IMG_20150728_182607Em entrevista a Jô Soares exibida em 23 de julho, o cantor Pablo foi bastante ironizado pelo apresentador por não ter lembrado o nome de Roni dos Teclados, compositor de seu grande sucesso “Porque homem não chora”, ainda mais pelo fato de Pablo “estar ganhando dinheiro em cima dele”. Sobraram críticas nas redes sociais a Pablo, mas também a Jô, por ter colocado seu entrevistado em uma situação bastante constrangedora e ter discorrido sobre a interpretação complexa da letra da música, o que pode ter parecido irônico aos ouvidos de alguns.

O áudio oficial de “Porque homem não chora” no Youtube tem mais de 25 milhões de visualizações. O clipe oficial, mais de 700 mil. Há ainda inúmeros vídeos caseiros em que homens, meninos e até cachorros choram ao som da sofrência de Pablo. A pesquisa no Youtube por vídeos de Roni dos Teclados cantando sua própria música resultou em um vídeo de apenas 752 visualizações, gravado de forma caseira em um show de outro artista, Tinho Baiano e Banda Leop@rduz, no qual Roni fez uma participação especial.

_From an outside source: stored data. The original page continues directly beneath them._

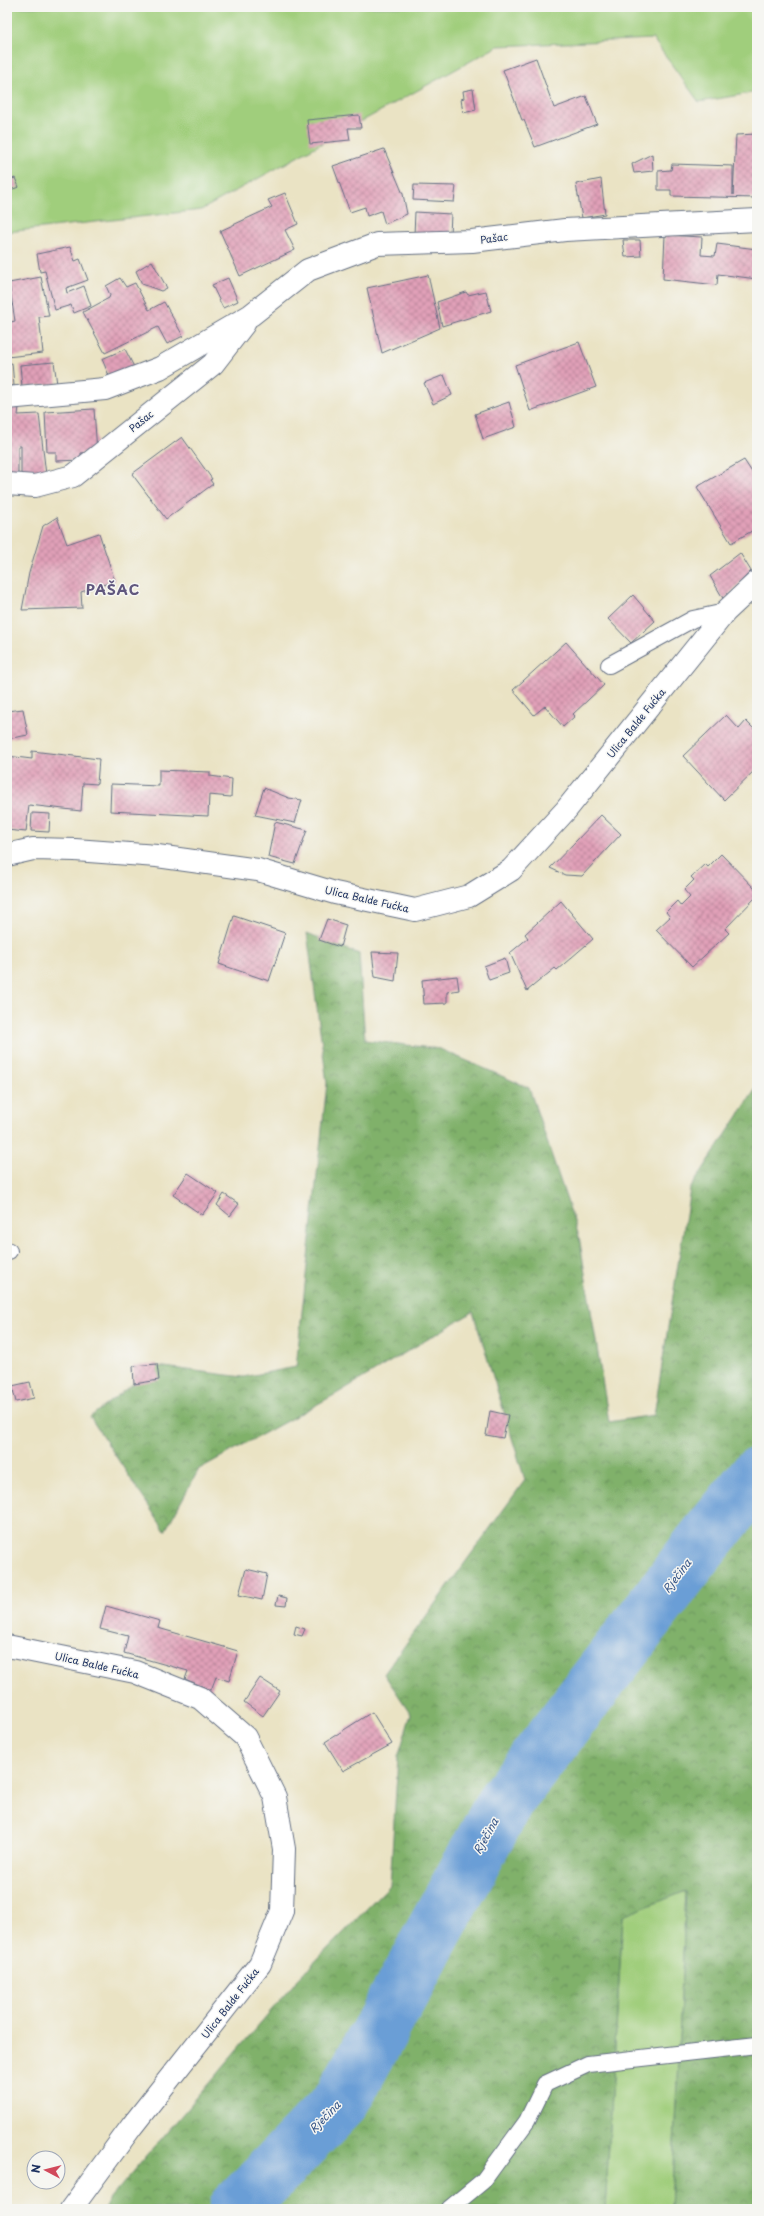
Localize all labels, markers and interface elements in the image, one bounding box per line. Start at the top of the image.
street label: Pašac [479,228,509,247]
street label: Pašac [125,406,156,435]
district label: PAŠAC [86,579,140,600]
street label: Ulica Balde Fućka [603,684,669,761]
street label: Ulica Balde Fućka [323,882,412,916]
water label: Rječina [658,1554,696,1596]
street label: Ulica Balde Fućka [53,1648,142,1682]
water label: Rječina [469,1814,503,1857]
street label: Ulica Balde Fućka [197,1964,263,2041]
water label: Rječina [305,2096,345,2137]
north arrow [26,2150,66,2190]
text: N [27,2163,45,2174]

Não é de hoje que no Brasil e no resto do mundo o público confunde cantor e compositor, atribuindo ao primeiro canções de autoria do segundo. Em alguns casos, o compositor não se incomoda em ser ofuscado pelo intérprete, seja porque possui a sua própria carreira de cantor bem sucedido, seja porque não deseja alcançar o estrelato e cair na estrada, seja porque reconhece que não possui o menor talento para cantar, seja porque prefere ser gravado por um cantor com muito mais potencial de sucesso para arrecadar mais em direitos autorais.

O leitor já deve ter cantarolado muitas vezes canções de César Augusto, Piska, Carlos Colla, Joel Marques, Paulinho Resende, Elias Muniz, Paulo Debétio, Paulo Sérgio Valle, Maurício Duboc e tantos outros sobre os quais nunca ouviu falar. Mas com certeza já ouviu falar de seus intérpretes: Leandro e Leonardo, Alcione, Só Pra Contrariar, Roberto Carlos, entre tantos outros. Alguns dos compositores mais populares também firmaram carreiras como cantores – Peninha, Fátima Leão, Michael Sullivan -, embora sejam muito menos conhecidos do que alguns de seus intérpretes habituais – Daniel, Bruno e Marrone, Sandra de Sá, respectivamente.

imageEm uma das cenas de “Dois filhos de Francisco”, Zezé Di Camargo, ainda um desconhecido lutando para construir uma carreira de cantor em São Paulo, fica cabisbaixo ao ver que na loja de discos onde toca “Solidão” nas vozes de Leandro e Leonardo não há o seu próprio disco e não é reconhecido como compositor da música. O “empreendedor” Zezé percebe que, por mais que sua música faça sucesso na voz de outros, só conseguirá ascender se gravar ele próprio um grande sucesso. Alguns anos após a cena mencionada, “É o amor” estoura no país inteiro. Da mesma forma, Lady Gaga, antes do estrelato, compôs músicas para Britney Spears.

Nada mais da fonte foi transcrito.